> **Input data**

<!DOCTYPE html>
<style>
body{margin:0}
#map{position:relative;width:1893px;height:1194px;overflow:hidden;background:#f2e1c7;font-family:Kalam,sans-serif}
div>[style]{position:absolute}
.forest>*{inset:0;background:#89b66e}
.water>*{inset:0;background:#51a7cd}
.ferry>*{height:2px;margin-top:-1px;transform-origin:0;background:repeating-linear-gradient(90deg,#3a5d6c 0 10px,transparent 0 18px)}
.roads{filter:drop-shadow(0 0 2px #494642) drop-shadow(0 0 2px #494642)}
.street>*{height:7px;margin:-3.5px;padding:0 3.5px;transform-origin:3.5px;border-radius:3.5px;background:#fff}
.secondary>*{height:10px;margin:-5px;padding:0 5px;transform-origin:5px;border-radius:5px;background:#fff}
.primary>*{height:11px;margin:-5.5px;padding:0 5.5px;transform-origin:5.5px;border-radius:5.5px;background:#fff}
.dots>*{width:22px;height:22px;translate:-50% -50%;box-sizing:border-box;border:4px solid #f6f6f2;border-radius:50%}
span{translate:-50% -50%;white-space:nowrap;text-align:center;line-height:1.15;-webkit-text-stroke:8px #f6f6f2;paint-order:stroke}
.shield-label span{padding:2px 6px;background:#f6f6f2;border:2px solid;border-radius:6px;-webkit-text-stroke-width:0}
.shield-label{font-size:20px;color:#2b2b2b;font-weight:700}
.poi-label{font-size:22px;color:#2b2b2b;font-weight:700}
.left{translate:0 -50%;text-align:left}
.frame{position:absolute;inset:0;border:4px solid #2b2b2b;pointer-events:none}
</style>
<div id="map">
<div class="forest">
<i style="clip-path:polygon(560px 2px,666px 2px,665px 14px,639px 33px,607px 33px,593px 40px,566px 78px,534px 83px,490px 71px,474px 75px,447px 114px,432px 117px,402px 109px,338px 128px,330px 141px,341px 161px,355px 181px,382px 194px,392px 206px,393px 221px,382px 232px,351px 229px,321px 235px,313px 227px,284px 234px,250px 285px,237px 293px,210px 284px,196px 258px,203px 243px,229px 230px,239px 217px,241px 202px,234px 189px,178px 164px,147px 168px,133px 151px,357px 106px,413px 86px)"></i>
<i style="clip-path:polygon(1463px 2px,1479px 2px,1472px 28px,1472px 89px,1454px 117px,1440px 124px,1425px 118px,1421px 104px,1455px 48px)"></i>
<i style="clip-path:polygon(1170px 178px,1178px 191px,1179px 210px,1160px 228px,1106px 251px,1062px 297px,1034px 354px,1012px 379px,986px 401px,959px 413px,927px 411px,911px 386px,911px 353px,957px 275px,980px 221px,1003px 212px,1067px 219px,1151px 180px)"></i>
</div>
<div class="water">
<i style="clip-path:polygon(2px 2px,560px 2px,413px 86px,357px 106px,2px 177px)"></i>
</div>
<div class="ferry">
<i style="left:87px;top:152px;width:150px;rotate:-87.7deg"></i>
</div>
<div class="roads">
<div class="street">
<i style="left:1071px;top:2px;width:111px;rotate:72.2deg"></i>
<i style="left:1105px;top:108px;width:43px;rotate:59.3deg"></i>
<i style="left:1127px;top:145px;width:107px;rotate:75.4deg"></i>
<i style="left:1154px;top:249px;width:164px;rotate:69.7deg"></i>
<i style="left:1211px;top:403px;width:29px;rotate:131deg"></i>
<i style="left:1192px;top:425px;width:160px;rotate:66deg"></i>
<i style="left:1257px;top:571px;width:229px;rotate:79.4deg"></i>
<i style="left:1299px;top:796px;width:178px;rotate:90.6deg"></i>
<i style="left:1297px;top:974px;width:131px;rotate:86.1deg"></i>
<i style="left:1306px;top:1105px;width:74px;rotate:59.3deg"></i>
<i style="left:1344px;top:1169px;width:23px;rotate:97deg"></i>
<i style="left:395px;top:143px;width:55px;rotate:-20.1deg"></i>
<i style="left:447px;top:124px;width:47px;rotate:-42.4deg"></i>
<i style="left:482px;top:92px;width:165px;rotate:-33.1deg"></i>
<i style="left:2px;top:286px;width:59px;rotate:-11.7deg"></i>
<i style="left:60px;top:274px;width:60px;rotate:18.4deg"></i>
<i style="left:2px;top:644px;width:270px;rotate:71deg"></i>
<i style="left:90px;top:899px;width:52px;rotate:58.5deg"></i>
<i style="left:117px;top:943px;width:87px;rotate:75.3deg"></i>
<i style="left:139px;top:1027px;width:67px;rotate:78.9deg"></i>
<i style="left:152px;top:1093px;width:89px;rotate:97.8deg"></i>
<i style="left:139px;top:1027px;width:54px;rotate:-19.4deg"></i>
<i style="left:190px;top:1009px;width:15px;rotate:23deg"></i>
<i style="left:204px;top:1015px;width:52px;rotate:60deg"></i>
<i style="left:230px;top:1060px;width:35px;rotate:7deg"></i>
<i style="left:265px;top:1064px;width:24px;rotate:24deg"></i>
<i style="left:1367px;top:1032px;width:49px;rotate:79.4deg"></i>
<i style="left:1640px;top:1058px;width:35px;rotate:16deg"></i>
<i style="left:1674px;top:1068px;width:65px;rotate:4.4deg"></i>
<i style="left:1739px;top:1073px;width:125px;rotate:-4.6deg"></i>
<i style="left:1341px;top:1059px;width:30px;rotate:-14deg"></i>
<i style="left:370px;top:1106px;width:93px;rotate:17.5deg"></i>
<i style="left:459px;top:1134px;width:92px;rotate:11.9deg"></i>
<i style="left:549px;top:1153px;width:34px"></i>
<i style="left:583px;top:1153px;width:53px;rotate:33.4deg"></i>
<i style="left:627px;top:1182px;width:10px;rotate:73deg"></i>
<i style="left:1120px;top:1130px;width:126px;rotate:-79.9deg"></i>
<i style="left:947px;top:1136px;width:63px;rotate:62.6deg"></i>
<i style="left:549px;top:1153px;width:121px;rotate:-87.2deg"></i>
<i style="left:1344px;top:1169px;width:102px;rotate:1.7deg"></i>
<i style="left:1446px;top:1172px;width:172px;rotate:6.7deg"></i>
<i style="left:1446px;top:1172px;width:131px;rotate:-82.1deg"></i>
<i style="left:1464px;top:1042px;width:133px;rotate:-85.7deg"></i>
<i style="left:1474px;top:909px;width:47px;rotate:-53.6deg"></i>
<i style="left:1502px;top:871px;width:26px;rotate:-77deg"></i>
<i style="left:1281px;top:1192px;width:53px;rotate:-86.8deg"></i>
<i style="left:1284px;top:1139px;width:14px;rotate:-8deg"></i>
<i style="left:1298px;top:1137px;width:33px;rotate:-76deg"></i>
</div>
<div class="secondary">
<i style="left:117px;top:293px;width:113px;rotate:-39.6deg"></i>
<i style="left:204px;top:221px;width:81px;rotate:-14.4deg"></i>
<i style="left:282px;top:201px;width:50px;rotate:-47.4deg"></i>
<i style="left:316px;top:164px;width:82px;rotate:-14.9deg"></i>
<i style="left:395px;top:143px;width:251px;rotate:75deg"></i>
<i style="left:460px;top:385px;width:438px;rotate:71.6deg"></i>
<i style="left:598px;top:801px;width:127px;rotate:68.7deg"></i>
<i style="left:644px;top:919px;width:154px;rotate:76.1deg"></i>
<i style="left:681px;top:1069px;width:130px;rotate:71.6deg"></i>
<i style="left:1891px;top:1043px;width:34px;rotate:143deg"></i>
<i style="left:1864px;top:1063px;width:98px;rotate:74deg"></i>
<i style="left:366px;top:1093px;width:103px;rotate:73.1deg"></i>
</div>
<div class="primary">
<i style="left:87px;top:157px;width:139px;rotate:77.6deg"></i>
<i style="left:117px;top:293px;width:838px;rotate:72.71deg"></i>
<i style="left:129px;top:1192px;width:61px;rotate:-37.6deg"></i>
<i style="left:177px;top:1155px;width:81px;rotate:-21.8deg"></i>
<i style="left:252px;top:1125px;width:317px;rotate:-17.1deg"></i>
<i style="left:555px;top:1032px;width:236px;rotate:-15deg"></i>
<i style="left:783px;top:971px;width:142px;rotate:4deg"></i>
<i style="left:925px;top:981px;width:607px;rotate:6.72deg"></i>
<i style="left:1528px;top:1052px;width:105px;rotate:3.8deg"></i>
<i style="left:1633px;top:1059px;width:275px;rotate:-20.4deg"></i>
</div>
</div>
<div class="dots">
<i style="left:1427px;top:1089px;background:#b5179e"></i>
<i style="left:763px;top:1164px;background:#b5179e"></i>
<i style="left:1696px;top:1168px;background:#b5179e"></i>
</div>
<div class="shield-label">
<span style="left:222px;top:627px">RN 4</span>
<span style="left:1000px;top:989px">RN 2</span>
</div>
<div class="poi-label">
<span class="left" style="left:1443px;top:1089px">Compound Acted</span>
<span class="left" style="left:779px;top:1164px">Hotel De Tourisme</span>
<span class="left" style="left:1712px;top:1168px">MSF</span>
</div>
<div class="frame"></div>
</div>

> **Action item**
Calculate how many lines of the material include the string "size", and state that number by itself.

> **Output for this exercise**
2